> _YOUR TASK_
Match on the string "canvas" in the entries below and return every matching line.

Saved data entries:
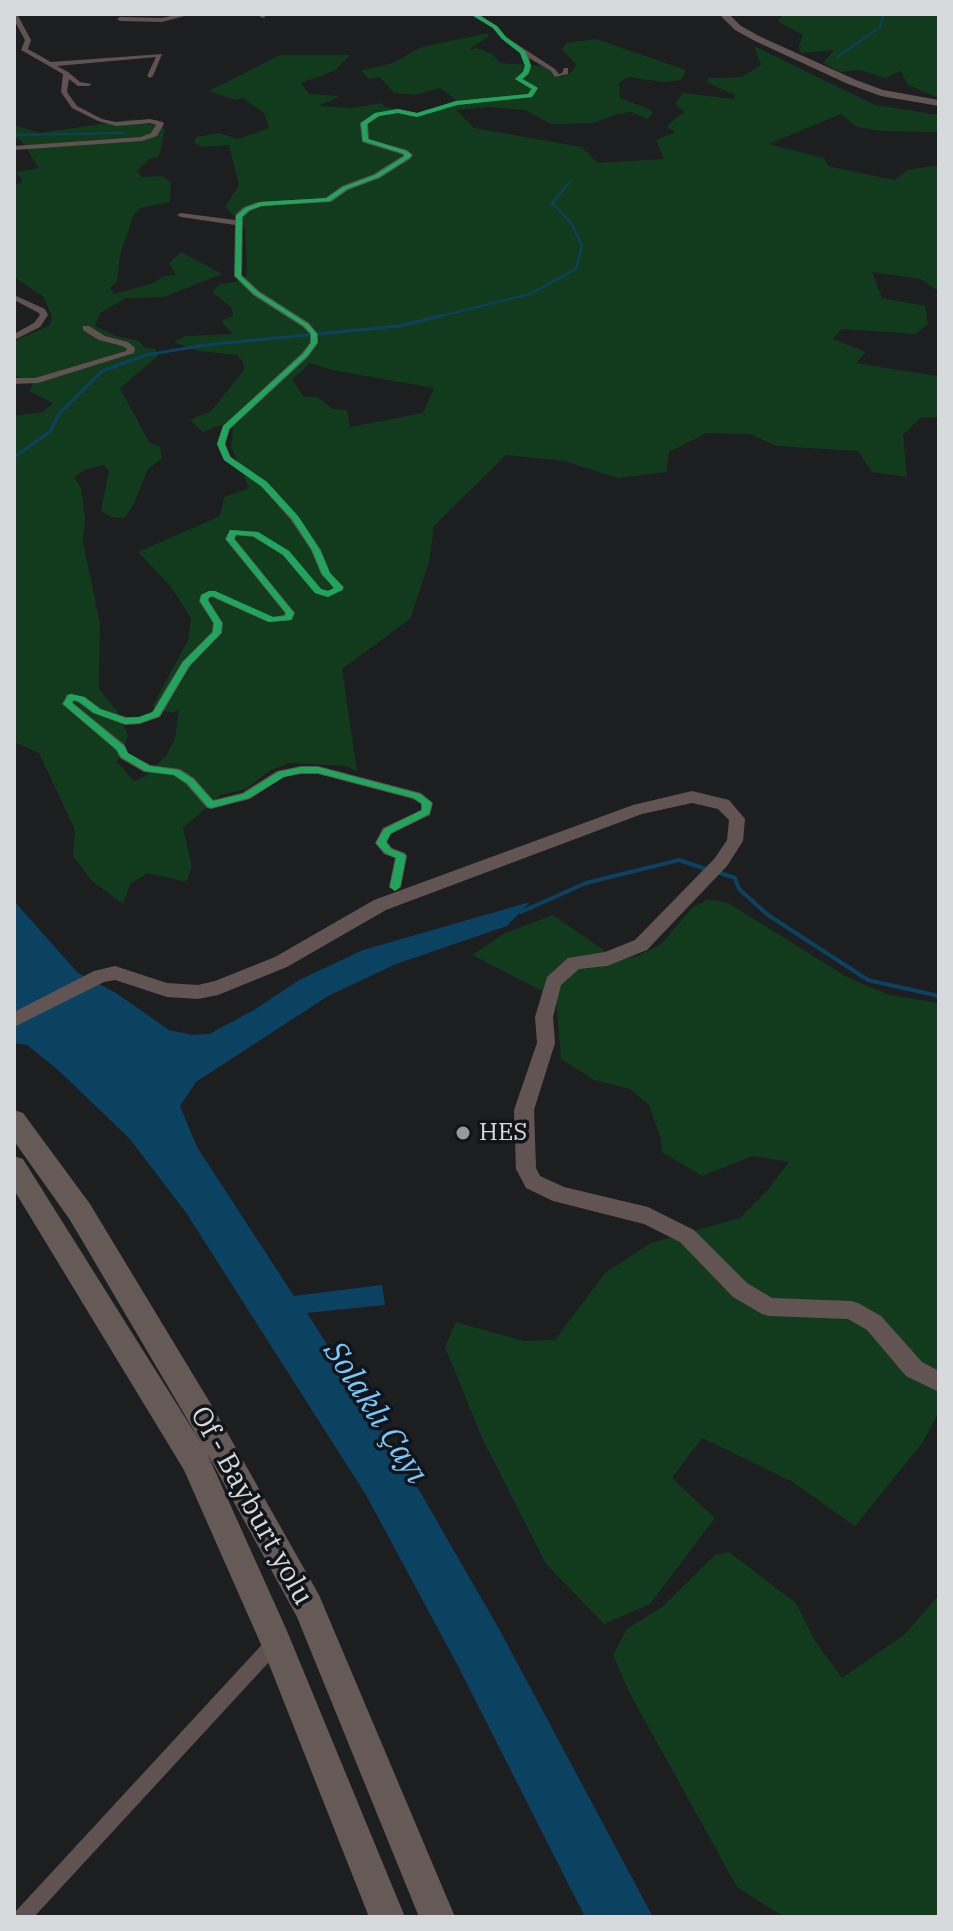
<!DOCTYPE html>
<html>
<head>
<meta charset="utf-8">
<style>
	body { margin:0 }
	#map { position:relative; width:953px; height:1931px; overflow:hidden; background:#1c1e20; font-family:"IBM Plex Serif",serif }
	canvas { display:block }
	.frame { position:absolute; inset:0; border:16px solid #d8d9dd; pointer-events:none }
</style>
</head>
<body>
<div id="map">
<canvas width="953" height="1931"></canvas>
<div class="frame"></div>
</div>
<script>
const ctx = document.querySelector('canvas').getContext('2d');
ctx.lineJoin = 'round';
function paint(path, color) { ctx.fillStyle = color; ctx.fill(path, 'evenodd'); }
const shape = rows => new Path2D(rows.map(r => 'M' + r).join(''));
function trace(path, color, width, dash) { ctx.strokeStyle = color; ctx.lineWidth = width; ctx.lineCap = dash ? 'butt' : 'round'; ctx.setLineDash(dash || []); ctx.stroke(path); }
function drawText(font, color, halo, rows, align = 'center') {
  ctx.font = font + ' "IBM Plex Serif",serif'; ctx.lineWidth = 7; ctx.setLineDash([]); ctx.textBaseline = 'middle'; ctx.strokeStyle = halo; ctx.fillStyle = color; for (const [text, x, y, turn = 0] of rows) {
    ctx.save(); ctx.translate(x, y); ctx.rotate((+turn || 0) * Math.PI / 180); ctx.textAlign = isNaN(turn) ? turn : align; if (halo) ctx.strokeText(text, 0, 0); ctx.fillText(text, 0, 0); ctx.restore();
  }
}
const green = shape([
	[784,14,939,14,939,98,908,85,901,71,885,78,860,70,840,72,823,63,834,50,800,53,799,46,803,35,777,21],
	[488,33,488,37,469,50,477,48,492,54,500,63,542,66,562,77,573,71,576,64,562,50,566,43,596,39,686,70,681,80,663,82,628,77,619,83,620,98,649,109,653,113,648,119,631,112,617,114,593,123,551,124,525,110,489,107,456,110,474,128,582,147,598,163,664,159,656,140,675,132,666,126,684,112,675,103,683,93,734,99,735,95,706,82,709,78,742,77,761,65,754,46,875,105,939,115,939,132,881,131,857,127,841,114,769,144,824,158,828,166,894,180,908,170,939,165,939,292,921,279,872,272,882,298,925,306,928,324,916,334,842,329,833,339,866,352,856,363,936,376,939,374,939,417,920,418,903,435,907,477,872,472,858,451,776,446,750,434,707,433,669,452,666,472,618,478,564,461,506,455,434,526,429,562,410,619,342,669,357,772,347,766,289,763,269,771,246,789,221,795,183,828,192,867,186,882,148,873,130,884,123,904,92,881,73,856,75,830,39,753,14,742,14,416,43,412,53,403,29,391,34,382,14,376,14,341,49,326,52,318,44,297,14,277,14,185,21,183,22,180,16,172,39,168,20,139,14,138,14,125,39,133,135,119,165,129,159,156,149,159,137,171,142,177,162,176,171,183,170,202,140,208,134,214,120,254,117,281,110,288,114,294,154,283,164,276,176,275,169,263,181,252,222,274,164,297,126,298,100,313,95,326,116,336,139,341,145,348,155,349,158,356,120,388,149,442,160,447,162,458,148,469,134,504,124,518,111,517,101,511,109,471,104,465,86,469,74,477,81,488,85,518,83,542,100,623,99,689,117,711,128,736,117,762,134,781,144,777,166,756,175,738,179,709,172,713,152,707,188,640,191,618,171,587,138,552,220,516,224,497,249,488,231,447,233,428,221,425,203,432,190,420,211,411,244,370,243,362,237,355,198,351,174,342,185,336,233,334,221,321,233,316,232,308,212,292,220,284,236,282,246,277,247,266,245,228,225,207,239,185,229,145,202,147,194,143,196,137,219,133,238,139,269,128,264,113,243,98,235,100,209,91,280,55,350,55,334,71,301,83,309,94,340,96,318,106,353,108,381,103,385,107,426,115,456,100,440,88,415,95,394,93,380,77,369,79,361,71,393,63,422,47],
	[310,363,332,370,434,388,423,413,350,427,347,410,333,409,317,397,304,397,292,380],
	[708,899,728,903,847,977,889,995,939,1003,939,1412,923,1442,855,1526,791,1481,702,1438,672,1478,715,1518,650,1604,604,1624,546,1564,483,1440,445,1347,456,1322,524,1341,555,1340,605,1273,651,1243,740,1218,766,1192,789,1162,753,1156,702,1176,662,1152,661,1139,649,1105,630,1089,594,1080,561,1059,556,998,472,955,505,933,553,915,618,960,635,957,660,945,692,908],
	[729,1552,796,1603,815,1641,842,1678,905,1634,939,1595,939,1917,784,1917,737,1887,629,1692,613,1655,627,1629,662,1607,715,1555]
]);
const water = shape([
	[14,901,78,973,116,993,169,1030,193,1035,209,1034,254,1010,299,980,363,950,530,902,507,926,396,964,328,996,196,1082,180,1106,197,1147,294,1296,382,1285,385,1305,307,1313,407,1469,499,1629,653,1917,585,1917,458,1666,366,1495,187,1214,130,1139,57,1069,27,1045,14,1043]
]);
const streamFar2 = shape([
	[837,57,880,27,884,14],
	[14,135,124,133],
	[433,318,530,294,576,269,582,246,572,224,552,203,569,183]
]);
const streamFar1 = shape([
	[14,457,50,432,59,414,102,371,146,355,205,345,399,326,441,316]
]);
const stream = shape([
	[717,872,735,878,739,889,768,915,868,980,939,996],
	[521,912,586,883,679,860,709,870]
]);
const street = shape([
	[14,14,17,14,31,40,28,49,51,62,162,54,153,76,150,78,147,76,156,57,57,66,68,72,80,82,92,84,89,86,78,86,69,79,67,92,77,106,102,119,116,122,150,119,163,122,164,124,157,136,142,141,14,150,14,146,141,137,151,133,156,125,150,123,116,126,98,121,72,108,61,92,63,74,21,50,25,40,14,20,14,14],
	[180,14,192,14,162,22,120,21,117,19,120,17,162,18,180,14],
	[255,14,264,14,266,16,263,18,255,14],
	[470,14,478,14,497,26,506,37,555,69,559,74,562,73,564,68,568,68,568,74,555,77,551,71,529,58,531,66,529,73,523,79,538,88,532,97,457,105,417,117,398,113,379,116,368,124,369,139,407,150,413,155,410,159,380,178,348,190,331,202,262,206,250,211,243,217,242,275,259,291,309,323,318,334,318,343,308,357,230,429,225,444,231,457,267,482,298,516,321,550,330,573,344,587,343,590,328,597,315,593,283,555,253,537,236,535,235,539,295,613,292,620,268,622,212,597,209,598,209,601,223,623,222,633,190,666,160,717,140,724,125,725,93,713,78,702,74,701,73,703,125,745,128,753,150,765,180,769,194,778,213,800,242,793,277,771,301,766,318,766,421,793,433,803,430,815,391,834,387,842,392,848,405,853,407,856,401,887,395,891,389,887,395,858,384,854,375,843,383,828,421,810,421,804,413,799,318,774,301,774,284,777,250,799,211,809,207,808,186,784,173,775,144,772,120,758,116,750,62,704,67,695,71,694,85,697,101,709,126,717,139,717,152,712,182,662,212,632,213,623,199,601,201,595,209,591,215,591,273,617,284,615,285,613,225,539,230,530,258,532,289,551,321,589,328,591,334,588,321,574,311,550,291,520,261,486,224,460,217,444,223,426,302,353,310,343,310,334,303,327,253,295,234,276,235,225,181,217,177,215,181,213,235,220,236,214,244,207,258,202,326,198,342,186,374,174,404,155,362,142,360,123,375,113,398,109,417,113,456,101,528,94,531,89,515,79,523,72,525,66,520,53,502,39,493,28,470,14],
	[14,295,45,309,48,315,40,327,14,340,14,334,34,323,40,315,39,313,14,300,14,295],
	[83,326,89,326,105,336,128,342,135,348,134,353,38,383,14,384,14,378,35,378,126,351,127,349,122,346,99,340,83,330,83,326],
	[275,1635,281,1637,283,1643,281,1649,34,1917,14,1917,16,1911,269,1637,275,1635]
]);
const secondary = shape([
	[719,14,729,14,741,26,761,37,856,80,883,90,939,100,939,106,881,96,848,84,755,41,735,30,719,14],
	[692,791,729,800,745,819,743,841,727,866,647,950,607,966,579,969,561,985,553,1017,555,1043,534,1110,536,1168,540,1176,564,1187,648,1207,694,1230,747,1283,772,1298,851,1301,858,1303,881,1316,922,1362,939,1371,939,1392,906,1376,867,1330,848,1319,769,1316,762,1314,733,1297,680,1242,644,1224,553,1201,526,1188,516,1169,514,1110,537,1043,535,1017,547,977,568,958,605,952,635,940,715,858,727,840,729,820,718,809,692,803,642,814,386,910,287,967,218,995,198,999,167,997,115,980,104,982,14,1027,14,1012,94,971,115,966,167,983,198,985,215,981,275,957,374,900,633,805,692,791]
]);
const highway = shape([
	[14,1110,23,1113,90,1204,215,1411,319,1595,455,1917,419,1917,297,1617,207,1453,287,1631,405,1917,369,1917,263,1649,184,1470,14,1190,14,1156,23,1159,203,1446,70,1220,14,1141,14,1110]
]);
const cycleway = shape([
	[470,14,477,14,497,26,506,37,525,51,531,66,528,74,522,79,538,88,532,97,457,105,417,117,398,113,379,116,367,124,368,139,406,151,412,155,409,158,379,177,347,189,330,201,262,206,249,210,242,217,241,276,258,292,308,324,317,334,317,343,307,356,229,429,225,444,230,457,267,482,298,516,320,550,330,573,343,587,342,590,328,597,315,593,283,555,253,536,236,535,234,539,294,613,291,620,269,622,212,596,208,598,208,601,222,623,221,633,189,666,159,716,140,723,125,724,94,713,78,701,73,700,72,703,124,746,128,753,150,766,179,770,193,779,213,801,243,794,278,772,301,767,318,767,420,794,432,803,429,814,391,833,386,842,391,849,404,854,406,856,400,887,395,891,390,887,396,858,385,853,376,843,384,829,422,810,422,804,414,798,318,773,301,773,284,777,249,798,211,808,208,807,187,783,174,775,145,771,121,757,117,750,63,704,68,695,71,694,84,697,100,709,126,718,139,717,153,712,183,662,213,632,214,623,200,601,201,595,209,591,215,591,273,617,285,616,286,613,226,539,230,530,258,532,289,551,321,589,328,591,334,588,322,574,312,550,292,519,261,486,224,460,217,444,223,426,303,354,311,343,311,334,304,326,254,294,235,276,236,216,245,208,261,202,326,198,343,187,375,175,405,156,402,153,363,141,361,123,375,113,398,109,417,113,456,101,528,94,532,89,515,79,523,72,525,66,520,53,502,39,493,28,470,14]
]);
const markers = [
	[463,1133,8,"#96989b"]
];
const poiNames = [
	["HES",479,1133]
];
const nearStreetnames = [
	["Of - Bayburt yolu",251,1506,61]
];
const nearWaternames = [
	["Solaklı Çayı",375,1413,57]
];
paint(green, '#123b1d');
paint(water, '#0b4261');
trace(streamFar2, '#0b4261', 2);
trace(streamFar1, '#0b4261', 3);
trace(stream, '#0b4261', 4);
paint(street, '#5f5250');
paint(secondary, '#625452');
paint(highway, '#665a57');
paint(cycleway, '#20a55d');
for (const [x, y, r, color] of markers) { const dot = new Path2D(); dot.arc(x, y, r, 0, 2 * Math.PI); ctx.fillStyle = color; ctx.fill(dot); trace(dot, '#111419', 3); }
drawText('24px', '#d8d9dd', '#111419', poiNames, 'left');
drawText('28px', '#d8d9dd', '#111419', nearStreetnames);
drawText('italic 32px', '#78c8fe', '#111419', nearWaternames);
</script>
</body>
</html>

> _ANSWER TO THIS PROBLEM_
	canvas { display:block }
<canvas width="953" height="1931"></canvas>
const ctx = document.querySelector('canvas').getContext('2d');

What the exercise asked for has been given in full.